=== Section Start ===

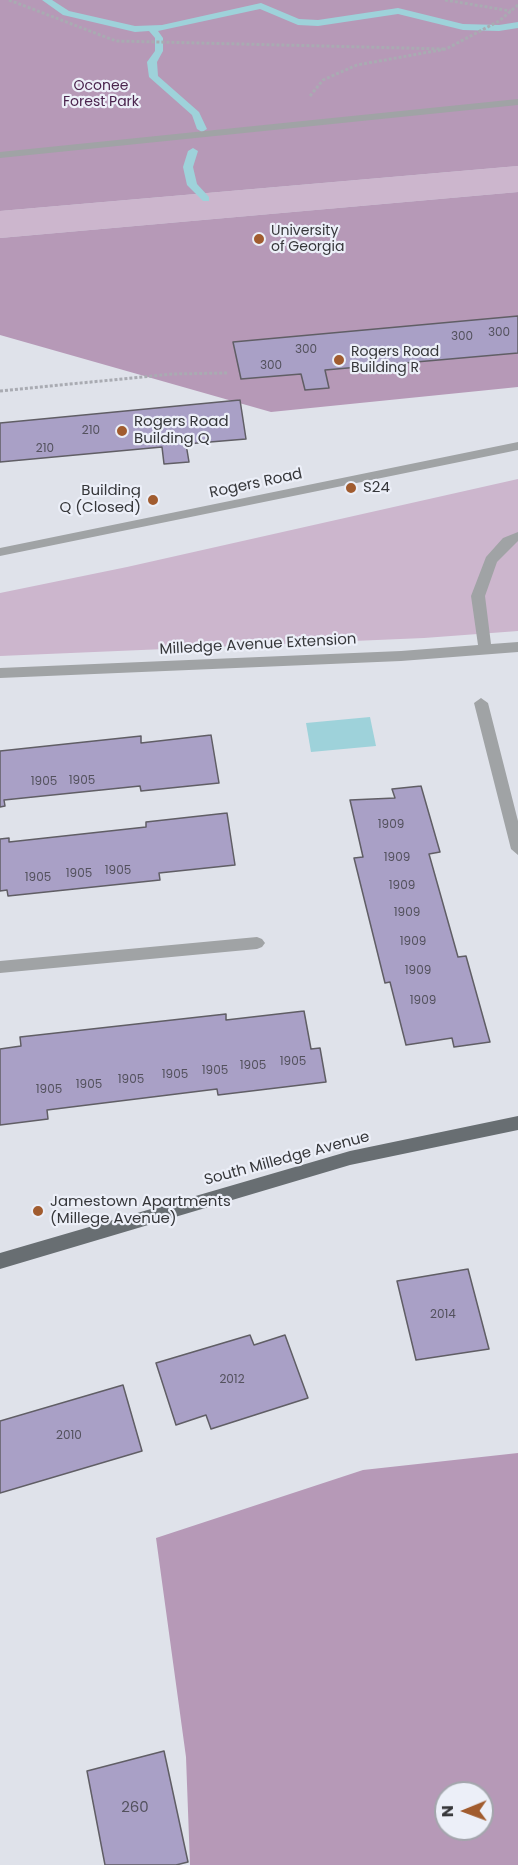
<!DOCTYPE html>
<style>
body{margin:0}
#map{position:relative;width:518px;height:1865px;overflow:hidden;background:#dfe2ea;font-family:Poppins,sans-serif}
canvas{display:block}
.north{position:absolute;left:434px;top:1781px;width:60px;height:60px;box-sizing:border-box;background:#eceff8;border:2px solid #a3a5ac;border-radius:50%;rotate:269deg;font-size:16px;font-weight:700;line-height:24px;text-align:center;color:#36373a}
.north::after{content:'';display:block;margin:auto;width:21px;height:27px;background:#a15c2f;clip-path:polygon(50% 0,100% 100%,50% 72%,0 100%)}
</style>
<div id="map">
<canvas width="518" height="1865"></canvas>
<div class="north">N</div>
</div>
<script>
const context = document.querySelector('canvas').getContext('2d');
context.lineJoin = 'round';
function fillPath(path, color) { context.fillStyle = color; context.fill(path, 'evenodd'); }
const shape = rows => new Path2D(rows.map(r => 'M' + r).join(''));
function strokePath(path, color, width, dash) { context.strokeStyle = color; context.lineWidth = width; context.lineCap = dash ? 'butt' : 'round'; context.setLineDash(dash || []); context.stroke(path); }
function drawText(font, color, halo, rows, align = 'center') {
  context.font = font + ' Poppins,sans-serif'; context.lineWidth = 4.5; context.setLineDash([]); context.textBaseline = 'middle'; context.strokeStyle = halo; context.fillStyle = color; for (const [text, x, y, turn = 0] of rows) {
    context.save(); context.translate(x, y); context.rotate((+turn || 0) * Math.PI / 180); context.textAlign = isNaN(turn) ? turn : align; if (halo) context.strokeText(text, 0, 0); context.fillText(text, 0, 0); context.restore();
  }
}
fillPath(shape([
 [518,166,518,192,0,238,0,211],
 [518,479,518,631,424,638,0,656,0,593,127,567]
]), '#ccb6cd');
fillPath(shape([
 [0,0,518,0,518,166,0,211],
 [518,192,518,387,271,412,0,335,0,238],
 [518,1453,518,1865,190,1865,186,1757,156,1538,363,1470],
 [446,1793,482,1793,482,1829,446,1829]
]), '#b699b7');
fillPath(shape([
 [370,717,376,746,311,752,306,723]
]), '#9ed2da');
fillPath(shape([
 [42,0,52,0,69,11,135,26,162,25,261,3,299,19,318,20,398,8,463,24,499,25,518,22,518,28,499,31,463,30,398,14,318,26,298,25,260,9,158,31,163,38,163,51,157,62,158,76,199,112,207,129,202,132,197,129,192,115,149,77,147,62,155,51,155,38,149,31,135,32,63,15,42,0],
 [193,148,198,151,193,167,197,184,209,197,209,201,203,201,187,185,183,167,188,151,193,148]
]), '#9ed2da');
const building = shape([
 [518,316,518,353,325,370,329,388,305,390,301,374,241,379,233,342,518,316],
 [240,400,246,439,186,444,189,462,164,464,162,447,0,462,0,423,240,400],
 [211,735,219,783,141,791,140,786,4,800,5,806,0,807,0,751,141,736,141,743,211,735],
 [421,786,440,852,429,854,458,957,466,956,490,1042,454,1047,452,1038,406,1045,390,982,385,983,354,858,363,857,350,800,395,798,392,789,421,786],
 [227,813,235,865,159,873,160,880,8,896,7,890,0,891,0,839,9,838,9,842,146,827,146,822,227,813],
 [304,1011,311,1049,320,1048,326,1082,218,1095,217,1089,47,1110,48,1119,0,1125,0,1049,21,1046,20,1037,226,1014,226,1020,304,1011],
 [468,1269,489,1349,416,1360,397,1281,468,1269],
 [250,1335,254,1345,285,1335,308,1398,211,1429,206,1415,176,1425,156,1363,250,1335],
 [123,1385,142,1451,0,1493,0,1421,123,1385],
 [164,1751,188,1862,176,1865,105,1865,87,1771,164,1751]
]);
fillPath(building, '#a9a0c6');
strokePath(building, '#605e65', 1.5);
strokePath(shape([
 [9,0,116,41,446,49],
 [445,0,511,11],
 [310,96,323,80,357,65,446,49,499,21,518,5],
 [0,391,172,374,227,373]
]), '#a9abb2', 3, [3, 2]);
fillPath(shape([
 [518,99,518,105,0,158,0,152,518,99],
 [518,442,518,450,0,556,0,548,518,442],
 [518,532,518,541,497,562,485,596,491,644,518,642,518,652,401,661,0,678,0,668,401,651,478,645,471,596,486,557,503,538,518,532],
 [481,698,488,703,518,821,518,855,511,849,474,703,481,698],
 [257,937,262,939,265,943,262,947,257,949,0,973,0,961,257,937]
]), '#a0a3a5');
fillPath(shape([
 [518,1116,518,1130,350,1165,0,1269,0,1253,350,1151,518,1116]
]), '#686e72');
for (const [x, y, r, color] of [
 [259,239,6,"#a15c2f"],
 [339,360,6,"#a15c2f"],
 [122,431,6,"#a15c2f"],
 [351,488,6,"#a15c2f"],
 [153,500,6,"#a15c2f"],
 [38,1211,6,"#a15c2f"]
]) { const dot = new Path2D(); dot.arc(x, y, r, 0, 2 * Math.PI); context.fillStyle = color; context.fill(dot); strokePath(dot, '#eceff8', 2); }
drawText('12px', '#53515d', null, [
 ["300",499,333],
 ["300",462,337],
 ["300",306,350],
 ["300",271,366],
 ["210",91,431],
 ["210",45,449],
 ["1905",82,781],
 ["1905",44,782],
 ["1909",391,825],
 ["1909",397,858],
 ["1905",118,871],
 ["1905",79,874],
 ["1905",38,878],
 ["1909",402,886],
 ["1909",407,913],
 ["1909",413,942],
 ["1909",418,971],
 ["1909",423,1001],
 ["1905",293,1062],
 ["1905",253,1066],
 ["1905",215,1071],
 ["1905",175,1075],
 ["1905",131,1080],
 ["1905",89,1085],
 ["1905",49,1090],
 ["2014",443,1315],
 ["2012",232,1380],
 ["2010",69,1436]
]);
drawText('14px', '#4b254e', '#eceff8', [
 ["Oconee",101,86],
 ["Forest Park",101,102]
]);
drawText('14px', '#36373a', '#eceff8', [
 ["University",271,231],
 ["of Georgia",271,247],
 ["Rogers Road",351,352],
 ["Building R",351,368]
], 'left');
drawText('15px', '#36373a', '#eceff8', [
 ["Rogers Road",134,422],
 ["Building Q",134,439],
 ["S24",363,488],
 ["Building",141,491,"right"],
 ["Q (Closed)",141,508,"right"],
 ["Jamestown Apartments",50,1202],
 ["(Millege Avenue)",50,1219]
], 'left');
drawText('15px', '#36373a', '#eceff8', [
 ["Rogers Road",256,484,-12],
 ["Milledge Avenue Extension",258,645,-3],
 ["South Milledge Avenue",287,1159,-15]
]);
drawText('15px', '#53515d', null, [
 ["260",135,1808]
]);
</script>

=== Section End ===

▶ **WORK REQUEST**
The answer should consist of every line above in which "canvas" appears.

▶ **SOLUTION TO THE EXERCISE**
canvas{display:block}
<canvas width="518" height="1865"></canvas>
const context = document.querySelector('canvas').getContext('2d');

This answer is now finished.